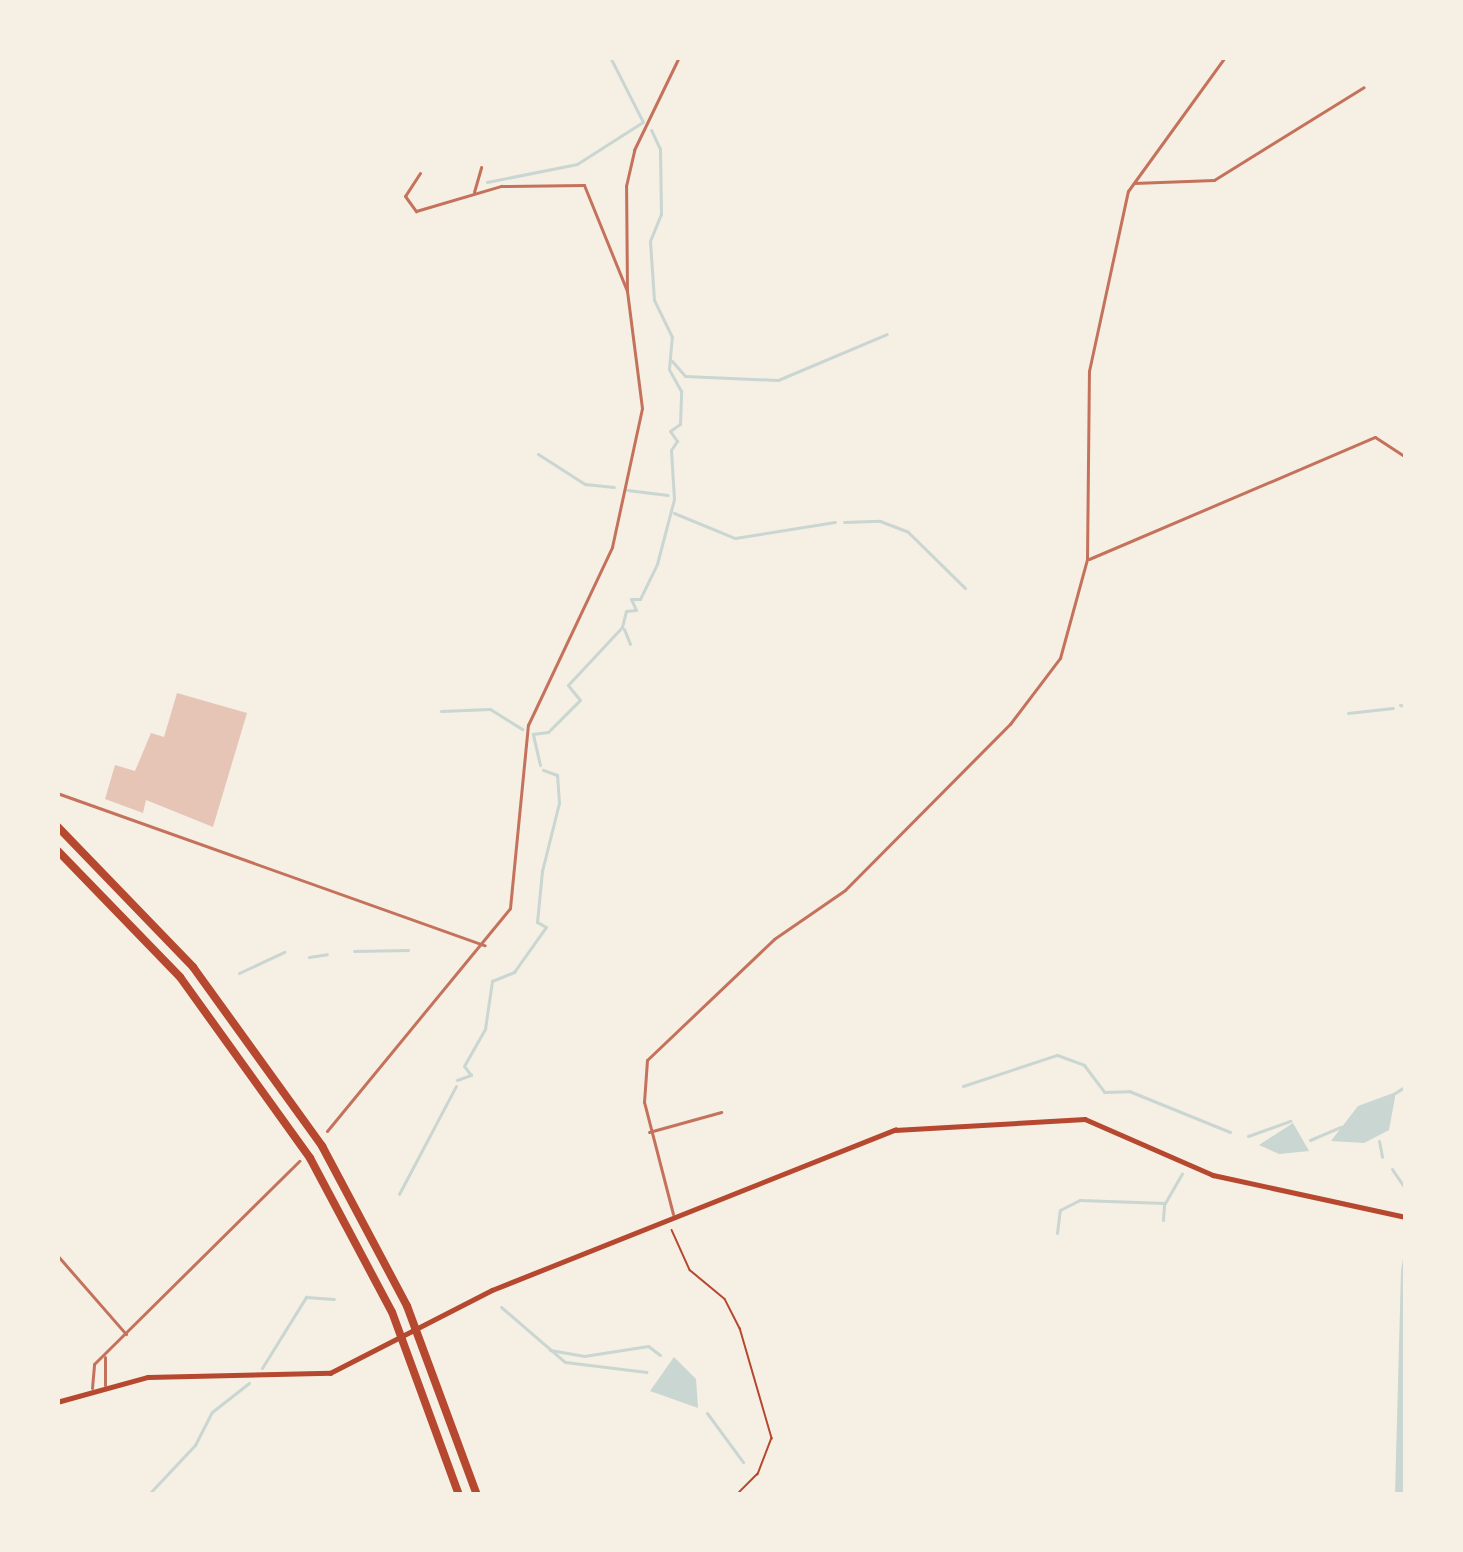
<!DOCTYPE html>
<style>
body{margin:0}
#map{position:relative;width:1463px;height:1552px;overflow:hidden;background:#f6efe4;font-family:Ubuntu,sans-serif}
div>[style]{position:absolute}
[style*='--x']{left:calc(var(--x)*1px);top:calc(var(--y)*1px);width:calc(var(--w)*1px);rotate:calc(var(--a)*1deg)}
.water>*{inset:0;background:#c9d6d2}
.stream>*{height:3px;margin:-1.5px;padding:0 1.5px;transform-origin:1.5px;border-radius:1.5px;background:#c9d6d2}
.building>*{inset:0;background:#e6c5b7}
.path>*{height:1.5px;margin:-0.75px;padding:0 0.75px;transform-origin:0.75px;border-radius:0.75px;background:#b5482f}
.minor>*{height:3px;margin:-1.5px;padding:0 1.5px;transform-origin:1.5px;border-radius:1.5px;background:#c5725c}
.secondary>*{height:4.5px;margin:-2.25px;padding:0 2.25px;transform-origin:2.25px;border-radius:2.25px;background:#b5482f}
.motorway>*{height:8px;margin:-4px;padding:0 4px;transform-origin:4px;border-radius:4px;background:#b5482f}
span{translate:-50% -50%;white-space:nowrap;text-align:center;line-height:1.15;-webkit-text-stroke:10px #f6efe4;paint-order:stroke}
.frame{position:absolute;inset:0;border:60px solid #f6efe4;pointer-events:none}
</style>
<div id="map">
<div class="water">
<div style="clip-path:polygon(1396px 1092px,1389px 1130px,1364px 1143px,1331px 1141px,1358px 1106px)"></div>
<div style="clip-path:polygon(1293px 1123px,1309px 1151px,1279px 1154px,1259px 1145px)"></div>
<div style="clip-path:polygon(1406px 1240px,1406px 1495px,1395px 1495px,1401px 1271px)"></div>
<div style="clip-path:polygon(674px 1357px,696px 1379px,698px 1408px,650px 1391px)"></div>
</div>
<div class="stream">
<div style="--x:487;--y:182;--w:92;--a:-11.3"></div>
<div style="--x:577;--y:164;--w:78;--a:-32.5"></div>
<div style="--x:643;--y:122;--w:73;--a:-116.9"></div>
<div style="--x:672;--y:361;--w:20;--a:49"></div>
<div style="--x:685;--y:376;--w:93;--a:2.5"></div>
<div style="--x:778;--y:380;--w:118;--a:-22.9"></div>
<div style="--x:538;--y:454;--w:56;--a:32.6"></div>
<div style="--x:585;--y:484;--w:29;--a:6"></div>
<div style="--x:627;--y:490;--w:41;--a:7"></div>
<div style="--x:674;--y:513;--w:66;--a:22.3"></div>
<div style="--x:735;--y:538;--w:101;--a:-9.1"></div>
<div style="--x:844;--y:522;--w:36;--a:-2"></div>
<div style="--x:880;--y:521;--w:30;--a:21"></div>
<div style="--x:908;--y:532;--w:80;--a:44.5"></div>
<div style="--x:624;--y:629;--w:16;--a:68"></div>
<div style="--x:1400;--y:705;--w:6;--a:9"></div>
<div style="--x:441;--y:711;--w:49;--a:-2.3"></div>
<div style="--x:490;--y:709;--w:38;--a:32"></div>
<div style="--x:1348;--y:713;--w:45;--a:-6.3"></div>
<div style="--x:540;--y:765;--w:32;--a:-103"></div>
<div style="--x:533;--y:734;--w:15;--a:-8"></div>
<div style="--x:548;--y:732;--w:45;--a:-45"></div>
<div style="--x:580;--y:700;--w:19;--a:-129"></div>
<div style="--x:568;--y:685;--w:79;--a:-47"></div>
<div style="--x:622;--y:627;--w:16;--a:-76"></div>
<div style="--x:626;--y:611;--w:10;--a:-6"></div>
<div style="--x:636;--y:610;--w:12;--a:-114"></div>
<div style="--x:631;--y:599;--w:9;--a:0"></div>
<div style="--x:640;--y:599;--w:39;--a:-64"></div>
<div style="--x:657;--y:564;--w:67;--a:-75.3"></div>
<div style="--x:674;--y:499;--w:49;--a:-93.5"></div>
<div style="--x:671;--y:450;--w:11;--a:-56"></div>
<div style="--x:677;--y:441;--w:12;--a:-125"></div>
<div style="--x:670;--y:431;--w:12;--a:-35"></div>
<div style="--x:680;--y:424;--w:33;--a:-88"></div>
<div style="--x:681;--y:391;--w:25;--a:-119"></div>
<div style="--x:669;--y:369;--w:32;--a:-85"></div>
<div style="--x:672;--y:337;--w:41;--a:-115.9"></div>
<div style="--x:654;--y:300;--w:59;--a:-93.9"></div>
<div style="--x:650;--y:241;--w:29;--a:-68"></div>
<div style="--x:661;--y:214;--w:65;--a:-90.9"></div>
<div style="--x:660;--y:149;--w:21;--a:-115"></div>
<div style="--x:354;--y:951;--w:54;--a:-1.1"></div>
<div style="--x:309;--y:957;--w:18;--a:-9"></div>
<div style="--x:239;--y:973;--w:50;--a:-25"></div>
<div style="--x:457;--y:1080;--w:15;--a:-20"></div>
<div style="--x:471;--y:1075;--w:11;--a:-128"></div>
<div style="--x:464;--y:1066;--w:43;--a:-60.4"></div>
<div style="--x:485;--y:1029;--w:49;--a:-81.7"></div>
<div style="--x:492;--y:981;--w:24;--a:-22"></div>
<div style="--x:514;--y:972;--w:55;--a:-54.6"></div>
<div style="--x:546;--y:927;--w:10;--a:-151"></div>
<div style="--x:537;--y:922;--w:51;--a:-84.4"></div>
<div style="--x:542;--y:871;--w:70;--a:-76"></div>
<div style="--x:559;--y:803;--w:28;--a:-94"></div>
<div style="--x:557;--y:775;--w:15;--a:-160"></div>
<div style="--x:963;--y:1086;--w:99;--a:-18.3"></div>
<div style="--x:1057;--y:1055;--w:29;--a:20"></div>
<div style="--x:1084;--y:1065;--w:34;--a:53"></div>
<div style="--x:1104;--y:1092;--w:25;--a:-2"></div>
<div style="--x:1129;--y:1091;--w:109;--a:22.1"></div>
<div style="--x:1395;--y:1093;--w:13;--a:-32"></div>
<div style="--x:1248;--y:1136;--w:45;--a:-19.7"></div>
<div style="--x:1310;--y:1140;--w:34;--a:-23"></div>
<div style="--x:1379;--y:1141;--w:16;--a:79"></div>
<div style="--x:1392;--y:1169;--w:23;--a:56"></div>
<div style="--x:399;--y:1194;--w:122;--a:-62.2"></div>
<div style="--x:1163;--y:1220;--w:16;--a:-86"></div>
<div style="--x:1057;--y:1233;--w:23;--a:-83"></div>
<div style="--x:1060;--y:1210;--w:22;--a:-27"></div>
<div style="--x:1080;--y:1200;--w:85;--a:2"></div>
<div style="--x:1165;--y:1203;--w:34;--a:-60"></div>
<div style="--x:1404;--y:1234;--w:7;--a:74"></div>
<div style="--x:501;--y:1307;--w:84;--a:40.7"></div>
<div style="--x:565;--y:1362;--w:82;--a:7"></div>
<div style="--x:550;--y:1350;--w:35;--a:10"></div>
<div style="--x:584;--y:1356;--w:65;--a:-8.9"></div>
<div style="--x:648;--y:1346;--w:15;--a:37"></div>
<div style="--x:262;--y:1368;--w:84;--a:-58.2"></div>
<div style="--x:306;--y:1297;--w:28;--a:4"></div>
<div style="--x:707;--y:1413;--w:61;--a:53.7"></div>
<div style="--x:148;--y:1495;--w:69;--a:-46.8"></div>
<div style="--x:195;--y:1445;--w:37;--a:-63"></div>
<div style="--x:212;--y:1412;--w:47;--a:-38.1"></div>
</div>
<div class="building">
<div style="clip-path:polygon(177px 693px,247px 713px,213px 827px,146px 800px,143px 813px,105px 799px,115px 765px,135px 771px,151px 733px,164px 737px)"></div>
</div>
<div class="path">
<div style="--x:672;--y:1230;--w:44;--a:65.8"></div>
<div style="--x:690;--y:1270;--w:45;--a:39.6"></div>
<div style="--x:725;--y:1299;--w:33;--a:63"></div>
<div style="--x:740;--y:1328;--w:115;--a:73.8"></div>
<div style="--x:772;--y:1438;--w:39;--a:111"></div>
<div style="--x:758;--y:1474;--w:30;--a:135"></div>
</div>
<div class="minor">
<div style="--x:420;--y:173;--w:27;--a:123"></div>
<div style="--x:405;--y:196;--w:19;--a:54"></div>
<div style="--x:416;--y:211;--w:89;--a:-16.4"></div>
<div style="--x:501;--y:186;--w:83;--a:-0.7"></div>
<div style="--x:584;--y:185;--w:114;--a:67.9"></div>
<div style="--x:1134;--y:183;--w:80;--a:-2.1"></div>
<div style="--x:1214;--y:180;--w:176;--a:-31.8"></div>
<div style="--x:474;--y:192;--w:26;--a:-74"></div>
<div style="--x:1089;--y:559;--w:311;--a:-23.1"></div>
<div style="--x:1375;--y:437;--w:37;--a:33"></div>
<div style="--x:57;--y:793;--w:454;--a:19.6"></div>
<div style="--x:327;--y:1131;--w:288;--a:-50.6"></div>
<div style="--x:510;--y:908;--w:184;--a:-84.4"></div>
<div style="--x:528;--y:725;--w:197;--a:-64.7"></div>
<div style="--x:612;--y:547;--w:142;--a:-77.8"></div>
<div style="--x:642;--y:408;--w:118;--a:-97.3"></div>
<div style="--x:627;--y:291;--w:105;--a:-90.5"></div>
<div style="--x:626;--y:186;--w:37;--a:-77"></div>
<div style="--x:634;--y:150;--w:103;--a:-64.2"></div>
<div style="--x:649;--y:1132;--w:75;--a:-15.5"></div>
<div style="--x:673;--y:1214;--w:116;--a:-104.5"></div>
<div style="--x:644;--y:1102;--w:42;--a:-85.9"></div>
<div style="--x:647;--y:1060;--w:175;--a:-43.6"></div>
<div style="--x:774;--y:939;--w:86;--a:-34.6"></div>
<div style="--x:845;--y:890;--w:234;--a:-45.2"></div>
<div style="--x:1010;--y:724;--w:83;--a:-52.9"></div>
<div style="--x:1060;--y:658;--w:103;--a:-74.7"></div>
<div style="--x:1087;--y:559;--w:188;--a:-89.4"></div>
<div style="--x:1089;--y:371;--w:184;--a:-77.8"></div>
<div style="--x:1128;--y:191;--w:165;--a:-54.1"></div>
<div style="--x:57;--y:1255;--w:105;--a:48.9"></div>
<div style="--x:105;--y:1357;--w:28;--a:90"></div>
<div style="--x:92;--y:1388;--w:24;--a:-85"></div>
<div style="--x:94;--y:1364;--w:289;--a:-44.7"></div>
</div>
<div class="secondary">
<div style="--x:57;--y:1402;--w:94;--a:-15.4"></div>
<div style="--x:148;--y:1377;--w:182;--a:-1.3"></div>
<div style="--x:330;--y:1373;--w:182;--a:-27.1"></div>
<div style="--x:492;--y:1290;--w:434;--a:-21.7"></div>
<div style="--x:895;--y:1130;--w:190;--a:-3.3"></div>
<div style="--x:1085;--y:1119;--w:140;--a:23.6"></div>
<div style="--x:1213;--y:1175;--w:198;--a:12.3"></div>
</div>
<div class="motorway">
<div style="--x:57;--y:826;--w:196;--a:46"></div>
<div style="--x:193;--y:967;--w:221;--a:54.2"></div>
<div style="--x:322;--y:1146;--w:181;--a:62"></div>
<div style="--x:407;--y:1306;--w:202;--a:69.7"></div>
<div style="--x:57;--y:850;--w:177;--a:45.9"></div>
<div style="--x:180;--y:977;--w:223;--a:54.3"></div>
<div style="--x:310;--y:1158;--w:174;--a:62"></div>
<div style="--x:392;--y:1312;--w:195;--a:69.9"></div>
</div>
<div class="frame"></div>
</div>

########

Assignment: The answer must be every line from the records above that contains the word "stream", copied out.

Answer box:
.stream>*{height:3px;margin:-1.5px;padding:0 1.5px;transform-origin:1.5px;border-radius:1.5px;background:#c9d6d2}
<div class="stream">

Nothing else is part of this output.